#### Data provided

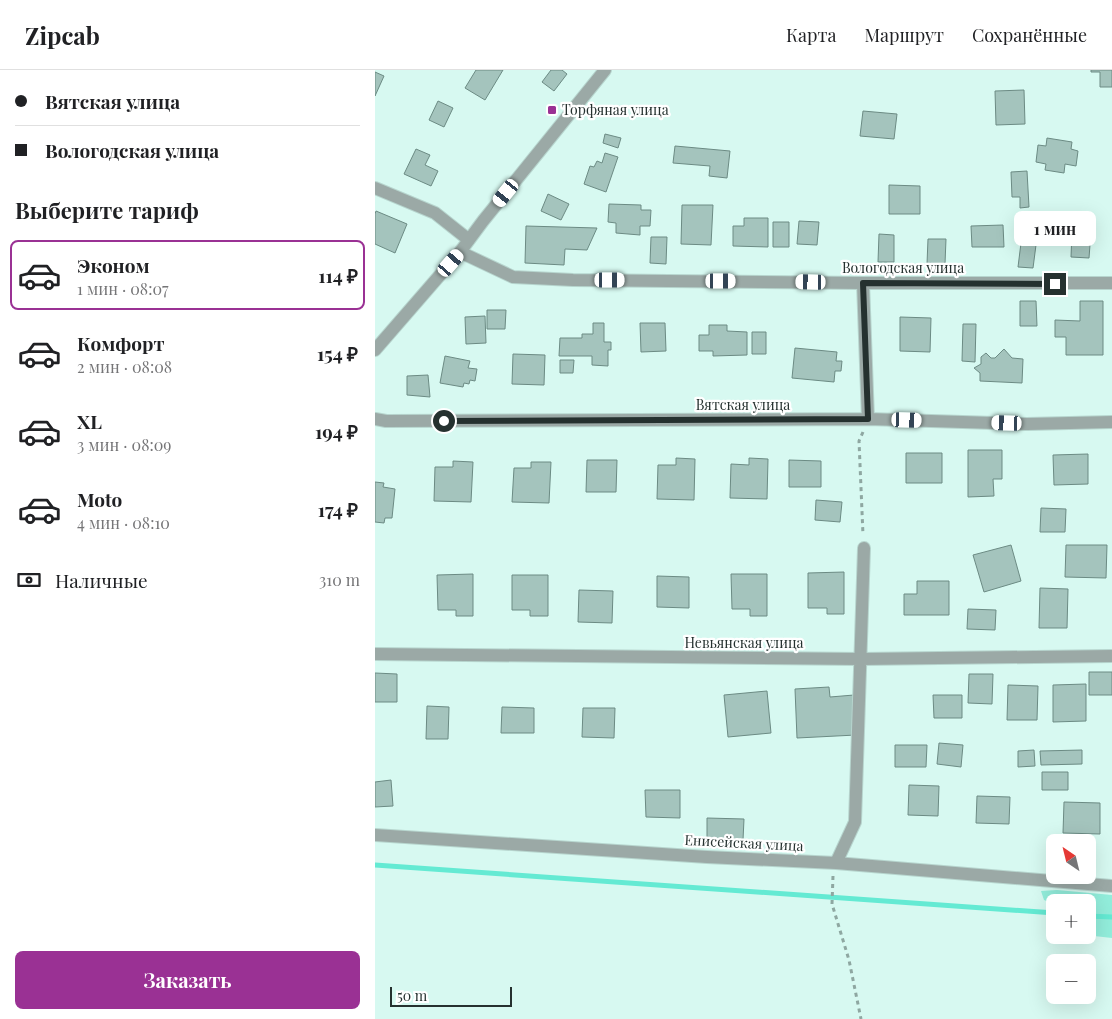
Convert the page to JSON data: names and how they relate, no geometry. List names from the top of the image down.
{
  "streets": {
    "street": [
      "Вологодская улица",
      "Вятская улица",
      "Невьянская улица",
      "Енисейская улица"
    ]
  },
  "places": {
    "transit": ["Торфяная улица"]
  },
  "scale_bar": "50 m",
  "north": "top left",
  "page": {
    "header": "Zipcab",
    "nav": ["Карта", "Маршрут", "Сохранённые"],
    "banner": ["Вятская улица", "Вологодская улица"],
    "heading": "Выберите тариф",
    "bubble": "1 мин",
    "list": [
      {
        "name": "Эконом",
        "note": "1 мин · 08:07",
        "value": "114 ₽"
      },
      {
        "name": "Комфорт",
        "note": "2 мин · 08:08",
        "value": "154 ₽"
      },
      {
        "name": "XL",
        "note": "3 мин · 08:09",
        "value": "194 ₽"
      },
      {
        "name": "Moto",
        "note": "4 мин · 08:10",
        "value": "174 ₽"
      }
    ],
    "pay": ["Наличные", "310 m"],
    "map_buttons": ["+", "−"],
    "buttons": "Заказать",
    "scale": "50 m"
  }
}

########
#### Data provided

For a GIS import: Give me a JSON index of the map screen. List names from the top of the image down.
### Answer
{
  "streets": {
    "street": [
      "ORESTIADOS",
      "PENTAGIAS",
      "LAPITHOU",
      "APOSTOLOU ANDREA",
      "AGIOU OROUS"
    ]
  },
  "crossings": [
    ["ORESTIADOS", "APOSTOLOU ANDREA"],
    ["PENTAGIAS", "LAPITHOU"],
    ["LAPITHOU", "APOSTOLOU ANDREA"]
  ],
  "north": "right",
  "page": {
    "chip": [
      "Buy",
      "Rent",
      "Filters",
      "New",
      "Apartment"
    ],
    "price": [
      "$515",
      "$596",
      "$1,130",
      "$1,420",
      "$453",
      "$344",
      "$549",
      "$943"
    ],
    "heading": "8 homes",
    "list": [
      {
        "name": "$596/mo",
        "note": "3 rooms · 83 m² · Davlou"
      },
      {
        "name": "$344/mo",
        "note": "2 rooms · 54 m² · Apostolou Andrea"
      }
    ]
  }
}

########
#### Data provided

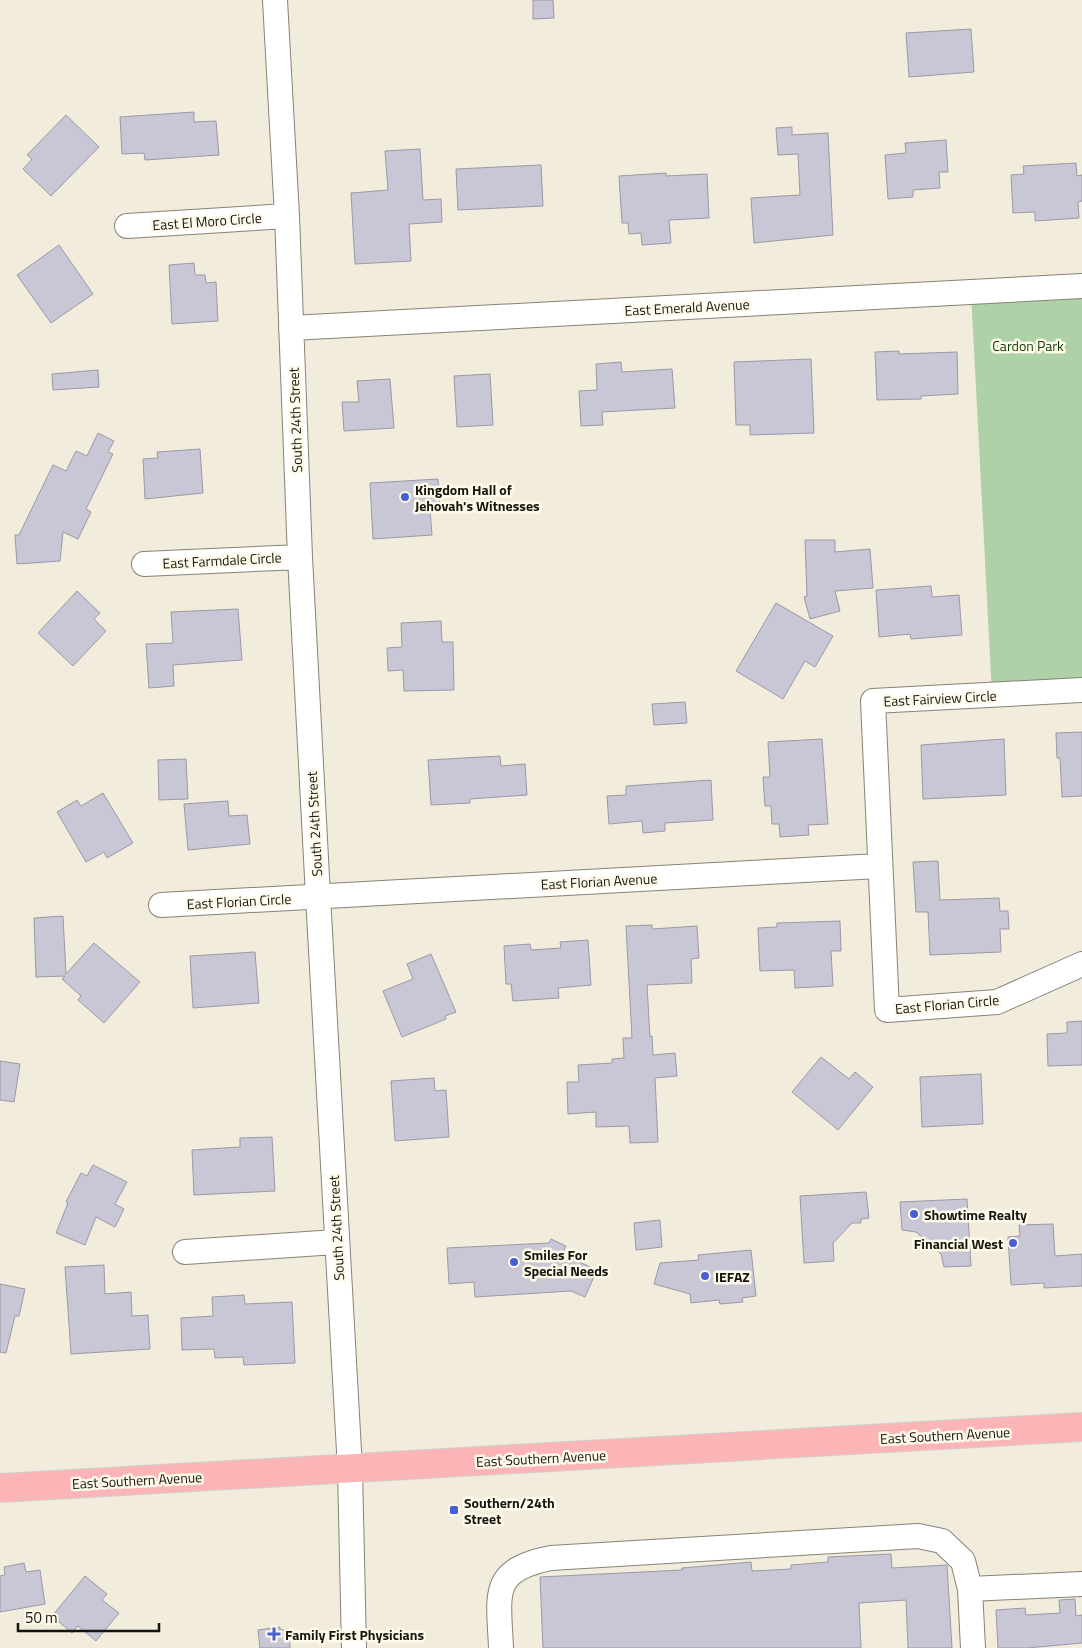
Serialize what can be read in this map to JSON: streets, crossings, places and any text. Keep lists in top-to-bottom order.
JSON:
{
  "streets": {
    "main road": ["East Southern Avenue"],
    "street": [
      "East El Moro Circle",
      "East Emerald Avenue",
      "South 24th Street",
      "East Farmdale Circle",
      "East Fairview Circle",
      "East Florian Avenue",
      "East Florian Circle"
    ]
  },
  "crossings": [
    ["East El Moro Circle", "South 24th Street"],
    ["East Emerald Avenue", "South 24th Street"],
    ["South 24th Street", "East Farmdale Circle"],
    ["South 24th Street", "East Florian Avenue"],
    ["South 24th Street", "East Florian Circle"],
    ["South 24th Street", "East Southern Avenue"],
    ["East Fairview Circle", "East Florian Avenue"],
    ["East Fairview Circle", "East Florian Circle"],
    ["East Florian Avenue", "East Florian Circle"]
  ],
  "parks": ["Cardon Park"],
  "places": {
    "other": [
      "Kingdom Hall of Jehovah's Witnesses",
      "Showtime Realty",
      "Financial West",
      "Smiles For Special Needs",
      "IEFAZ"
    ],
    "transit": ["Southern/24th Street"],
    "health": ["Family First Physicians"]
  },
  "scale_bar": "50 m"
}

########

▶ _Work required_
Output only the count of lines in the data containing "Emerald".

▶ _Finished task_
2